Whenever a line in the data holds the string "border", pull that line out.

====================

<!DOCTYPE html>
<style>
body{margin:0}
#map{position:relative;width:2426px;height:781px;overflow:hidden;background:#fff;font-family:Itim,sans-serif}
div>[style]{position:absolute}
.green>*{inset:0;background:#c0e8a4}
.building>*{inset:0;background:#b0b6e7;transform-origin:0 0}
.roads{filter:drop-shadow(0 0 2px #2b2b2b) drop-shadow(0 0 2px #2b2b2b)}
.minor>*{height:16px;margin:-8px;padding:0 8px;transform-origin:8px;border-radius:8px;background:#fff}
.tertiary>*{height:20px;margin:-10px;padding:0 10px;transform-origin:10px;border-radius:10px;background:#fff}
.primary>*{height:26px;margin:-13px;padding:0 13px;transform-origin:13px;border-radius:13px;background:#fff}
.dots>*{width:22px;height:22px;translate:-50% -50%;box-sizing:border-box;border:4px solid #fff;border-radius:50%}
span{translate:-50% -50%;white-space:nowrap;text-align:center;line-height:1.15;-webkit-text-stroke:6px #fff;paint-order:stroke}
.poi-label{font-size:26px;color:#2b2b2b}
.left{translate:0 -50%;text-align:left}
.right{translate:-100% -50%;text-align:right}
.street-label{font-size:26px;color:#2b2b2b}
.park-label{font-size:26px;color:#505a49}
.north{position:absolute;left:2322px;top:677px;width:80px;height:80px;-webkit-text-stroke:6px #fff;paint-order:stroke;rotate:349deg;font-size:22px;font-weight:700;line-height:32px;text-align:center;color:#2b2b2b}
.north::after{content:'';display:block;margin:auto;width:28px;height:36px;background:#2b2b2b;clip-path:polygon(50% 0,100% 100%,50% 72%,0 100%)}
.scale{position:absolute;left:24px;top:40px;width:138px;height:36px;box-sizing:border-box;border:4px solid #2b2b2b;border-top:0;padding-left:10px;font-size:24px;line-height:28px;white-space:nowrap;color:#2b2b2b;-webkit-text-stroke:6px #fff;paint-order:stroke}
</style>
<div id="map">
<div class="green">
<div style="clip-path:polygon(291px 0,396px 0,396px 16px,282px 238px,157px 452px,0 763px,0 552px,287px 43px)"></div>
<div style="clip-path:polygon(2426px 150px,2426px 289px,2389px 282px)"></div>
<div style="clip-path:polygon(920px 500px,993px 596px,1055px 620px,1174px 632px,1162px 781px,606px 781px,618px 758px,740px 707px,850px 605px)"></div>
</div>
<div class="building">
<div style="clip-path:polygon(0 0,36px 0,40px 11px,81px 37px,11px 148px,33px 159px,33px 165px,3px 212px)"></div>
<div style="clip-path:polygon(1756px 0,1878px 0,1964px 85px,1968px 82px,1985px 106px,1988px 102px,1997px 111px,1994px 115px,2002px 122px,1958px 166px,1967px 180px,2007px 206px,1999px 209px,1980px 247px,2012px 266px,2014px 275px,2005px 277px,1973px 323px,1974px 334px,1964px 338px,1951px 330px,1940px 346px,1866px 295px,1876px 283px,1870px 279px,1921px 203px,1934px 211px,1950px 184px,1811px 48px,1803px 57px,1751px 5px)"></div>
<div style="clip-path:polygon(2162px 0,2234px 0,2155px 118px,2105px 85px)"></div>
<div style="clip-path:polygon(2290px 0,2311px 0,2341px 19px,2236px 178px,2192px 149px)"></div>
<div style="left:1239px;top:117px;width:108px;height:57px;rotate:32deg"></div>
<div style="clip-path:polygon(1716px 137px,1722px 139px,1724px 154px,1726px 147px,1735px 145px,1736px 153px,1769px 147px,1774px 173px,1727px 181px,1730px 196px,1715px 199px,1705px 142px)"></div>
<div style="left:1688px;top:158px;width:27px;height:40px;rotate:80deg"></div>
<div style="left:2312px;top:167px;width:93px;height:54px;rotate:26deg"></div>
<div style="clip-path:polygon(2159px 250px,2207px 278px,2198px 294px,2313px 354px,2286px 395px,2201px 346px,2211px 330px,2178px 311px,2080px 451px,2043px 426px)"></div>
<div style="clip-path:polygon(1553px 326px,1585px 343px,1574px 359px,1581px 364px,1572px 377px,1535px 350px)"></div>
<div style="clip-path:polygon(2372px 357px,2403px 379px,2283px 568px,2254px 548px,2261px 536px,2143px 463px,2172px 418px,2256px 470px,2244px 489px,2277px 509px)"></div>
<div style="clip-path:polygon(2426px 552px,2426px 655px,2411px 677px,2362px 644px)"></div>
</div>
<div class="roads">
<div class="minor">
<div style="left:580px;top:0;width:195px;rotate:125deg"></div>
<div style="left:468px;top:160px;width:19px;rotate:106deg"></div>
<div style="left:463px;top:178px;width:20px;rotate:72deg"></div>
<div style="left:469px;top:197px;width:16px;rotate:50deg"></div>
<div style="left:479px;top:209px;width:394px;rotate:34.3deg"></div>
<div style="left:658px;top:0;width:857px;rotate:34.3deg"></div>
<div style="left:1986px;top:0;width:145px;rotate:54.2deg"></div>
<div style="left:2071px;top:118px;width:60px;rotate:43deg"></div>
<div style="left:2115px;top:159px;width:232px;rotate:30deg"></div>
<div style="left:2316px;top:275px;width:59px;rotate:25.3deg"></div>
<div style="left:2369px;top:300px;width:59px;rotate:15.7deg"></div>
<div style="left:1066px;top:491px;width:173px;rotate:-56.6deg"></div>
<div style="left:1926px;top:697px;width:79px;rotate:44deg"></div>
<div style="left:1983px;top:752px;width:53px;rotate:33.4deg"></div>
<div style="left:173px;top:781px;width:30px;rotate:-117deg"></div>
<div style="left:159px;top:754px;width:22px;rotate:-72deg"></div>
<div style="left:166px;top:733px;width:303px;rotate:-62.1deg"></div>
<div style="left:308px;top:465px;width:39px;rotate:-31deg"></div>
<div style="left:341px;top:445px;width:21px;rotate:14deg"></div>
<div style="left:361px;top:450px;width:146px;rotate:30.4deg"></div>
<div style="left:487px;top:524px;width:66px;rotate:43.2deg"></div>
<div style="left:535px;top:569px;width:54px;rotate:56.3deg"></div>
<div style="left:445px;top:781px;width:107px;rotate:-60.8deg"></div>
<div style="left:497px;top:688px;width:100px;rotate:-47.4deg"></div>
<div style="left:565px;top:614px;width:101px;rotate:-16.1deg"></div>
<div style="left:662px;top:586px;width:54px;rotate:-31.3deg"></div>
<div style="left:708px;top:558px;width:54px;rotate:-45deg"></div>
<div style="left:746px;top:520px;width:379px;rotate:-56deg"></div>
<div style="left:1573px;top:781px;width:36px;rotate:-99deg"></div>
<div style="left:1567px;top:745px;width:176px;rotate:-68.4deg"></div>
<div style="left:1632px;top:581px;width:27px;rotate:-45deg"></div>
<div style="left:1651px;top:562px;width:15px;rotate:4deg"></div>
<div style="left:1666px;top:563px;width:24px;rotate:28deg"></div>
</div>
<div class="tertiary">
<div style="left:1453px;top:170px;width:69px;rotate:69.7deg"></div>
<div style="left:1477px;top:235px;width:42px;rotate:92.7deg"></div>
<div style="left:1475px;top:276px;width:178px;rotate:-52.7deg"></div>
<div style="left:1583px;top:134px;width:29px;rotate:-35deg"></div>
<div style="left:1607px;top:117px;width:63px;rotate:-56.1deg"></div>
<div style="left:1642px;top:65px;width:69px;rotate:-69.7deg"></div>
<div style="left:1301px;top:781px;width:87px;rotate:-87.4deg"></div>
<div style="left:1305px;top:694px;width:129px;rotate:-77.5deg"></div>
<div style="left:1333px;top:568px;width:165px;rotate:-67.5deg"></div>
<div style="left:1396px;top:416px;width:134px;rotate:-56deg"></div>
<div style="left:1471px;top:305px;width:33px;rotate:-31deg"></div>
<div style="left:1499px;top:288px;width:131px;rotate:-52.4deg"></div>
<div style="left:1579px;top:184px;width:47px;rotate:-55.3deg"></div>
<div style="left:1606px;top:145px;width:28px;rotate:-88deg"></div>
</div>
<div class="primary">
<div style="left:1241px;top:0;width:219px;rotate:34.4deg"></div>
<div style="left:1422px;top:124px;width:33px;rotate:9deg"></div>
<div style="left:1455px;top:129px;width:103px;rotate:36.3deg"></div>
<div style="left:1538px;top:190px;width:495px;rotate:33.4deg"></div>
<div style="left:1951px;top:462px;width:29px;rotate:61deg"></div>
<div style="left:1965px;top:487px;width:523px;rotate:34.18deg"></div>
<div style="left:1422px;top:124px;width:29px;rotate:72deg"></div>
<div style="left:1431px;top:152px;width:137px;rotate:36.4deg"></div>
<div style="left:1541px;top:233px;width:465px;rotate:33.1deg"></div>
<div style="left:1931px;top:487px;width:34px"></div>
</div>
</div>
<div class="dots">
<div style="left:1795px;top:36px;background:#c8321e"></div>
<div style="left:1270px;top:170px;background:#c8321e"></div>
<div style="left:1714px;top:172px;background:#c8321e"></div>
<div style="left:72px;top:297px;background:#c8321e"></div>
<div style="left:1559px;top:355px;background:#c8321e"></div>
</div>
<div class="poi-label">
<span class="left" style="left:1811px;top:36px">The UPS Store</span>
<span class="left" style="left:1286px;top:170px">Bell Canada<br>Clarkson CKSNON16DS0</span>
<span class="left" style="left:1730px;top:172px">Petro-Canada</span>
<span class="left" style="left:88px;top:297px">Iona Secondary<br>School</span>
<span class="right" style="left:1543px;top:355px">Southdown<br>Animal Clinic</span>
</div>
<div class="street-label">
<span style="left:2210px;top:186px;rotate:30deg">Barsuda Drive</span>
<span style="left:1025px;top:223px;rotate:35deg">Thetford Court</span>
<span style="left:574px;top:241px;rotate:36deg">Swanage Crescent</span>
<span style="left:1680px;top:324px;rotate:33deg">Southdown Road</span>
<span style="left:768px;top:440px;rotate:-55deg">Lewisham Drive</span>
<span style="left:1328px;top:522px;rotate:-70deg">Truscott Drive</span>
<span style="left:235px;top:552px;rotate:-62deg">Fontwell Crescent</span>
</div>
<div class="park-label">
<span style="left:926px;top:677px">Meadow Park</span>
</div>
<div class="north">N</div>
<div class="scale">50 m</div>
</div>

====================

_Written response_
.minor>*{height:16px;margin:-8px;padding:0 8px;transform-origin:8px;border-radius:8px;background:#fff}
.tertiary>*{height:20px;margin:-10px;padding:0 10px;transform-origin:10px;border-radius:10px;background:#fff}
.primary>*{height:26px;margin:-13px;padding:0 13px;transform-origin:13px;border-radius:13px;background:#fff}
.dots>*{width:22px;height:22px;translate:-50% -50%;box-sizing:border-box;border:4px solid #fff;border-radius:50%}
.scale{position:absolute;left:24px;top:40px;width:138px;height:36px;box-sizing:border-box;border:4px solid #2b2b2b;border-top:0;padding-left:10px;font-size:24px;line-height:28px;white-space:nowrap;color:#2b2b2b;-webkit-text-stroke:6px #fff;paint-order:stroke}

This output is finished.